3.              Vu ce qui précède, le recours doit être rejeté et la décision attaquée confirmée.

 

              Le présent arrêt est rendu sans frais ni dépens (art. 20a ch. 5 LP, 61 al. 2 let. a et 62 al. 2 OELP [ordonnance sur les émoluments perçus en application de la LP ; RS 281.35]).

 

 

 

Par ces motifs,

la Cour des poursuites et faillites du Tribunal cantonal,

statuant à huis clos en sa qualité d'autorité cantonale

supérieure de surveillance,

p r o n o n c e :

 

              I.              Le recours est rejeté.

 

              II.              La décision est confirmée.

 

              III.              L’arrêt, rendu sans frais ni dépens, est exécutoire.

 

Le président :              La greffière :

 

 

 

 

Du

 

              L'arrêt qui précède, dont la rédaction a été approuvée à huis clos, est notifié, par l'envoi de photocopies, à :

 

‑              M. Morgan Matile (pour F.________),

‑              M. le Préposé à l’Office des poursuites du district de l’Ouest lausannois.

 

              Le présent arrêt peut faire l'objet d'un recours en matière civile devant le Tribunal fédéral au sens des art. 72 ss LTF (loi du 17 juin 2005 sur le Tribunal fédéral – RS 173.110).

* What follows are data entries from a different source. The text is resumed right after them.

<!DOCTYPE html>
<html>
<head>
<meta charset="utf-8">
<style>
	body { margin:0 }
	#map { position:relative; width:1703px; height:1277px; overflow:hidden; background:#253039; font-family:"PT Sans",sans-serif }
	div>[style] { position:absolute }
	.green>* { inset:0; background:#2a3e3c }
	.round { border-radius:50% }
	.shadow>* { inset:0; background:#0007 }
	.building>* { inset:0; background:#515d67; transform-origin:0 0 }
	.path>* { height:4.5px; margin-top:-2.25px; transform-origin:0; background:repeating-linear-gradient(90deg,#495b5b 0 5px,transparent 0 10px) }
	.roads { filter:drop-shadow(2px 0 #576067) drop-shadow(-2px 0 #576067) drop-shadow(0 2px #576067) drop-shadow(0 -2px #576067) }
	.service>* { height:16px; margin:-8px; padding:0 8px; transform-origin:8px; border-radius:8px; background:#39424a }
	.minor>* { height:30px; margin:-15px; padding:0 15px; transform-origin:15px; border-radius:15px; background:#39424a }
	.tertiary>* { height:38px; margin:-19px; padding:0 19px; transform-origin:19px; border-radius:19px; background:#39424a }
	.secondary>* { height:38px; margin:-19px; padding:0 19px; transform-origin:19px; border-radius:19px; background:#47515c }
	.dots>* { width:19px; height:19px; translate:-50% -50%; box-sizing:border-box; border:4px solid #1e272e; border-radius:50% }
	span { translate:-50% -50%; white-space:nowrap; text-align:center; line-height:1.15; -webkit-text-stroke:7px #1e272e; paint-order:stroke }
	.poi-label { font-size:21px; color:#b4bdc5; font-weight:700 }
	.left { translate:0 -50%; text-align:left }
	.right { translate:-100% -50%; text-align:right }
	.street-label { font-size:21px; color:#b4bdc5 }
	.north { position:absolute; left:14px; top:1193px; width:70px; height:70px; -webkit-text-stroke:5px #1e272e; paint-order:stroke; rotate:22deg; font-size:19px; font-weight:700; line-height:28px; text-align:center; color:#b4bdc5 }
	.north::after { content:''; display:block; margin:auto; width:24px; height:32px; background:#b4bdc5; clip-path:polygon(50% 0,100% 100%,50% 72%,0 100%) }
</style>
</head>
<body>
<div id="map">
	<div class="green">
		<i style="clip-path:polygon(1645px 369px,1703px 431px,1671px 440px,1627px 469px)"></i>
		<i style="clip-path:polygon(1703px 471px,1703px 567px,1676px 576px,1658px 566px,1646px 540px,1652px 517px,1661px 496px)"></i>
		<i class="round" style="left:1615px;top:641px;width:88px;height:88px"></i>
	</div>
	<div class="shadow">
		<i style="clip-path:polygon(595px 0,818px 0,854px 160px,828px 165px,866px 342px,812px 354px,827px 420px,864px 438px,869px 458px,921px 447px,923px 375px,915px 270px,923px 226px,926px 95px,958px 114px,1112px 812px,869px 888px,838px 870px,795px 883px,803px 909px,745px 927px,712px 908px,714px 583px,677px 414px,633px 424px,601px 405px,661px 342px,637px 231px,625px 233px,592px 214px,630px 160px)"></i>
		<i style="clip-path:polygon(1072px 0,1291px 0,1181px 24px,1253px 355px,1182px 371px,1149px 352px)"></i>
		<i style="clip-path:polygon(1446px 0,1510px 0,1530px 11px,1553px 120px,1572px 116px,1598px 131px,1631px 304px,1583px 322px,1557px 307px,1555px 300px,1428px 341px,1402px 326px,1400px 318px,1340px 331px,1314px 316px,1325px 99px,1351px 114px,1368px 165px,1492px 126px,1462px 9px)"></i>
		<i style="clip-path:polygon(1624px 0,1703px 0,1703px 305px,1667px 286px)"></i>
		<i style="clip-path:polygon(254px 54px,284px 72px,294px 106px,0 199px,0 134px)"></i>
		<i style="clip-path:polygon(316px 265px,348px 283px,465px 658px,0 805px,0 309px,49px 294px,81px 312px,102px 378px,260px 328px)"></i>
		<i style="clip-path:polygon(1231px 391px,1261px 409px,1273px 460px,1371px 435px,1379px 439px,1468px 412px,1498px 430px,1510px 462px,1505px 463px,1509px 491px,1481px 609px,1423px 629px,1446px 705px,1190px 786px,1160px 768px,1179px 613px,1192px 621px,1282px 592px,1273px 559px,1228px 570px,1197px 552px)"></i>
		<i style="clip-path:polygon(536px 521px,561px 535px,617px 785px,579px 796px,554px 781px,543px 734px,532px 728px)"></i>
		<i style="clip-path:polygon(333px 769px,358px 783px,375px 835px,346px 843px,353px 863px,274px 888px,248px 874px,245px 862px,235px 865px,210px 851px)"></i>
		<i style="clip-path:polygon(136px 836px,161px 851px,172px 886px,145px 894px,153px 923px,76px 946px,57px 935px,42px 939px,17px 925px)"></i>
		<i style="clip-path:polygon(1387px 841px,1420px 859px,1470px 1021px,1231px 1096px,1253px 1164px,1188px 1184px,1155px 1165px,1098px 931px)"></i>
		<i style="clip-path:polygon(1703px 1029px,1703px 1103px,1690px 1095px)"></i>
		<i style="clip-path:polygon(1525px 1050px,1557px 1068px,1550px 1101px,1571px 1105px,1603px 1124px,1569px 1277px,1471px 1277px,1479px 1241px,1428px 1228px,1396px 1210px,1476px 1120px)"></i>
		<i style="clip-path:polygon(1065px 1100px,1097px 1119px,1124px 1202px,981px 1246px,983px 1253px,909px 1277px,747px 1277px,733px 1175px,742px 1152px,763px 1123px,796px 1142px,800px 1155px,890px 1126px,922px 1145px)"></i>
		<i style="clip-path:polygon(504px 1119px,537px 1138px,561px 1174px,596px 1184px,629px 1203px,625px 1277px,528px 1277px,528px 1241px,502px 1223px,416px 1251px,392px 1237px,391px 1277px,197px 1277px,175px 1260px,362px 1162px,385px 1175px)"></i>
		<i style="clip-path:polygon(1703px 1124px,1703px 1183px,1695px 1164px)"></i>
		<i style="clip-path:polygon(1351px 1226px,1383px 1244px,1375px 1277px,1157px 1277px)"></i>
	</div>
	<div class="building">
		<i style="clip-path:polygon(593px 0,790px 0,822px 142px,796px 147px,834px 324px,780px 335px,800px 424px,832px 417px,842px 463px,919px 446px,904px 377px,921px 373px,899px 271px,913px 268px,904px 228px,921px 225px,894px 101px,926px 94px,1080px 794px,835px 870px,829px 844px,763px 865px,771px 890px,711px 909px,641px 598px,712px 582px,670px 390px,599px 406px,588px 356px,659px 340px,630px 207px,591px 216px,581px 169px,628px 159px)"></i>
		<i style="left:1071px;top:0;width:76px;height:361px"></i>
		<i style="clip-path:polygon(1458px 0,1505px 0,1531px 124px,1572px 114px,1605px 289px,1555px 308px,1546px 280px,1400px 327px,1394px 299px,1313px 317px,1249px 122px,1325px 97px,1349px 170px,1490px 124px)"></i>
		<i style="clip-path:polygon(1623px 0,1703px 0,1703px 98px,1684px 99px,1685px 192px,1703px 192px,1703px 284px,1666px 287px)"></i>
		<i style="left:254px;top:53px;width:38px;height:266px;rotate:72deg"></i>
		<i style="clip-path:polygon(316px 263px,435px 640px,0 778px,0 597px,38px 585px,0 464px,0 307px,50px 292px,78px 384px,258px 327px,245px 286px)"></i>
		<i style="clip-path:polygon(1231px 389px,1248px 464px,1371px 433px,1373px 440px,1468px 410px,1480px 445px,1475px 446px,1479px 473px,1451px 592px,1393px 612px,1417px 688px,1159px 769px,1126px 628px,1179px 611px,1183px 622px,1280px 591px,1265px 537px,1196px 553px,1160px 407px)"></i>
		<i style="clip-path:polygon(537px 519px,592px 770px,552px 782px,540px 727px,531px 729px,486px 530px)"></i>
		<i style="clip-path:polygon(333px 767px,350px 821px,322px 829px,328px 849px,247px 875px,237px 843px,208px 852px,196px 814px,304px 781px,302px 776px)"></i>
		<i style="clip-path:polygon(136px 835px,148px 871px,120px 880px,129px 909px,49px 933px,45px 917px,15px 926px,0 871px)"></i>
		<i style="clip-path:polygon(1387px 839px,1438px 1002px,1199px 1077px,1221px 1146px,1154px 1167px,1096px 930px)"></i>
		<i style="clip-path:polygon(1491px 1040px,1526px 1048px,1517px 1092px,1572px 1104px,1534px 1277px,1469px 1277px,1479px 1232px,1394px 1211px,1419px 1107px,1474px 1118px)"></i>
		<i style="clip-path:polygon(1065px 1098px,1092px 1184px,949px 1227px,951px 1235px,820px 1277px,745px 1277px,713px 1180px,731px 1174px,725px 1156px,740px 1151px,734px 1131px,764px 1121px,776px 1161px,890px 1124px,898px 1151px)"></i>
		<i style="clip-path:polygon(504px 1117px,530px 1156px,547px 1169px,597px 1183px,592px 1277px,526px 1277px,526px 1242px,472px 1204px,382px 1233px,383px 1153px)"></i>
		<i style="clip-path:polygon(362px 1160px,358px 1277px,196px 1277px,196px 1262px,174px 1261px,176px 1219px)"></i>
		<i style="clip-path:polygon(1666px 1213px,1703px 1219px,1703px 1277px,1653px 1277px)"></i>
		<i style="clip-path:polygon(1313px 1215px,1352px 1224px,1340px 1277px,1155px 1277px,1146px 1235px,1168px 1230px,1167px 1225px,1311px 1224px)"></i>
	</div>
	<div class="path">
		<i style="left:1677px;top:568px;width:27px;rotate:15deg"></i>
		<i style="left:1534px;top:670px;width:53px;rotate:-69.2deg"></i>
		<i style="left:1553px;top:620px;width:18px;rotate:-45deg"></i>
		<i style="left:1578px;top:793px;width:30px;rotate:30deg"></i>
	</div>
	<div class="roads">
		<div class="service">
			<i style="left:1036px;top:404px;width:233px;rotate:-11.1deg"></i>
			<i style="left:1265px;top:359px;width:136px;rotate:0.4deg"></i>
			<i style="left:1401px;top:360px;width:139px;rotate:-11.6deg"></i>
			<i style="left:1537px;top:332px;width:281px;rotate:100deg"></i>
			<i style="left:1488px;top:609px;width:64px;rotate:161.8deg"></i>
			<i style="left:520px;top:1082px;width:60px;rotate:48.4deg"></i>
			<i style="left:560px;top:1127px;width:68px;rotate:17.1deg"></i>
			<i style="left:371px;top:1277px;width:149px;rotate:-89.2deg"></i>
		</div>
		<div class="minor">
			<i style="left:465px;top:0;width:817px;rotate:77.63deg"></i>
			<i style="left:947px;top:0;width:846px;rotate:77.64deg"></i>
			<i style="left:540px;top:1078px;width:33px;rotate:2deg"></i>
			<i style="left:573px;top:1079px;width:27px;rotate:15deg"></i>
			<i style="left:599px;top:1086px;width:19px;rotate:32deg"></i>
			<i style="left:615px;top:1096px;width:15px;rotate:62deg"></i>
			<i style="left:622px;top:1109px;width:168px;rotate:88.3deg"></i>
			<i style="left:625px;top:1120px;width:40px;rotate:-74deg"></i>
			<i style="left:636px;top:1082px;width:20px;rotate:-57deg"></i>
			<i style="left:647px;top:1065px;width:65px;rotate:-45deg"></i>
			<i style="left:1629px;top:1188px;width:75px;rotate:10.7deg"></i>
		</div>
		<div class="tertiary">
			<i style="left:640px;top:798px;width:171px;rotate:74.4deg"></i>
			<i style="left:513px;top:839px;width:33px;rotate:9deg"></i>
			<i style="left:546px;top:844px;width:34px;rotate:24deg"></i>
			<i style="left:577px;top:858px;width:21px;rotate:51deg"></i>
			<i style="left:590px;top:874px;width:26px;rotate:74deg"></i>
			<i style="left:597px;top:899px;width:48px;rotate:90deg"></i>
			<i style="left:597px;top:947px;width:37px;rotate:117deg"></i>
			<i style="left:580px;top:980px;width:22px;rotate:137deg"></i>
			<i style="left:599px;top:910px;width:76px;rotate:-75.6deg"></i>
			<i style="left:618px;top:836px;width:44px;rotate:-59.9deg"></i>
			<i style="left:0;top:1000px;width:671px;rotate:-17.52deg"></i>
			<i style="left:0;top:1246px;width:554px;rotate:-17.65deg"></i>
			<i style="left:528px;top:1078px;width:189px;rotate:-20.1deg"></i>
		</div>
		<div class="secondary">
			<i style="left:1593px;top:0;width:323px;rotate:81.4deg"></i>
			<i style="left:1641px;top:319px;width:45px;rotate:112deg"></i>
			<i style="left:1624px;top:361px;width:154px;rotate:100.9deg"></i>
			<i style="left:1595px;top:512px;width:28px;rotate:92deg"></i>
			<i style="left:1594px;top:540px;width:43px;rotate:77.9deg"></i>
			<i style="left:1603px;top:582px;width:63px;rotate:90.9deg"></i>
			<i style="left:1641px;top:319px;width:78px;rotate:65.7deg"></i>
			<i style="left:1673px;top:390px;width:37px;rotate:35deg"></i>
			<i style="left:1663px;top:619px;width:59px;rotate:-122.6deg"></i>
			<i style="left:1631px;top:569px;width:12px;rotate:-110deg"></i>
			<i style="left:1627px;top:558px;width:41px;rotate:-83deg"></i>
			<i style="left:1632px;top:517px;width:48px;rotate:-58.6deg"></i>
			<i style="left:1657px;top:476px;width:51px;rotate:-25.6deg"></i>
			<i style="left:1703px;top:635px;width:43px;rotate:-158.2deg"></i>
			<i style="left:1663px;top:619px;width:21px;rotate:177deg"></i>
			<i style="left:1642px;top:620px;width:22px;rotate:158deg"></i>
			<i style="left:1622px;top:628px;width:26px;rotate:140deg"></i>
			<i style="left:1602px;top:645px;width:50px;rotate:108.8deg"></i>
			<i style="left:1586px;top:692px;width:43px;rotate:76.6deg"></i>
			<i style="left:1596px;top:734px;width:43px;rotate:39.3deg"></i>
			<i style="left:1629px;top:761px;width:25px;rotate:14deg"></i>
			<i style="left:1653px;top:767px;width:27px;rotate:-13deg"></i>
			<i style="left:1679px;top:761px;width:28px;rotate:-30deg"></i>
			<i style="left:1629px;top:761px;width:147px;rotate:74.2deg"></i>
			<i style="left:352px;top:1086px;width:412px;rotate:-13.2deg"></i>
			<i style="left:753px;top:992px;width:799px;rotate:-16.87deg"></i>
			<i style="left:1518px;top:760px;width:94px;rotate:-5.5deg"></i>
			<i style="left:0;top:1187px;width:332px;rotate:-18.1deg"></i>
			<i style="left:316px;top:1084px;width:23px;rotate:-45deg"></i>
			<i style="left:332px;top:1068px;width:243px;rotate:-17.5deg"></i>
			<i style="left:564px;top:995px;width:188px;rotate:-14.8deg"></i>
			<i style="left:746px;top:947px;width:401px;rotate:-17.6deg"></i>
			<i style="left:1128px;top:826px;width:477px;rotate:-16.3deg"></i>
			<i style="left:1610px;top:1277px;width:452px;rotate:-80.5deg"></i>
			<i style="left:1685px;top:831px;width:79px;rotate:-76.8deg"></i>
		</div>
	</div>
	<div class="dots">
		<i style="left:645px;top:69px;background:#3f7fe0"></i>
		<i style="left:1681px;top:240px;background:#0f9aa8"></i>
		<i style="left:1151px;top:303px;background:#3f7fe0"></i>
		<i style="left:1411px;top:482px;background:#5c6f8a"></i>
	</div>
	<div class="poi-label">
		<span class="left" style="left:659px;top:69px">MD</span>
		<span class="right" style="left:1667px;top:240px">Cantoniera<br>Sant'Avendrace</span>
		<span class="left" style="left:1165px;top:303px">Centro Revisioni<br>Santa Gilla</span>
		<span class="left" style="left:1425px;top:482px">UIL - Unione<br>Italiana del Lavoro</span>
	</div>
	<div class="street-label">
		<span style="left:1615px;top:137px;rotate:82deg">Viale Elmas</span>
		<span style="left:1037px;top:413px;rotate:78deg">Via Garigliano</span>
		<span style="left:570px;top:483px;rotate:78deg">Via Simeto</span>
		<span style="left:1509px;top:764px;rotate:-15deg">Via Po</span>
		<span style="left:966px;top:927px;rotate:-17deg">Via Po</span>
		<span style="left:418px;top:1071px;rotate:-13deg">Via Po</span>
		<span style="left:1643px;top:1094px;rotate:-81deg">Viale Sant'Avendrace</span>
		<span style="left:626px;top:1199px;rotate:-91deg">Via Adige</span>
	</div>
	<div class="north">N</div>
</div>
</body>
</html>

Ce recours doit être déposé devant le Tribunal fédéral dans les dix jours – cinq jours dans la poursuite pour effets de change – qui suivent la présente notification (art. 100 LTF).

              Cet arrêt est communiqué à :

 

‑              Mme la Présidente du Tribunal d'arrondissement de Lausanne, autorité inférieure de surveillance.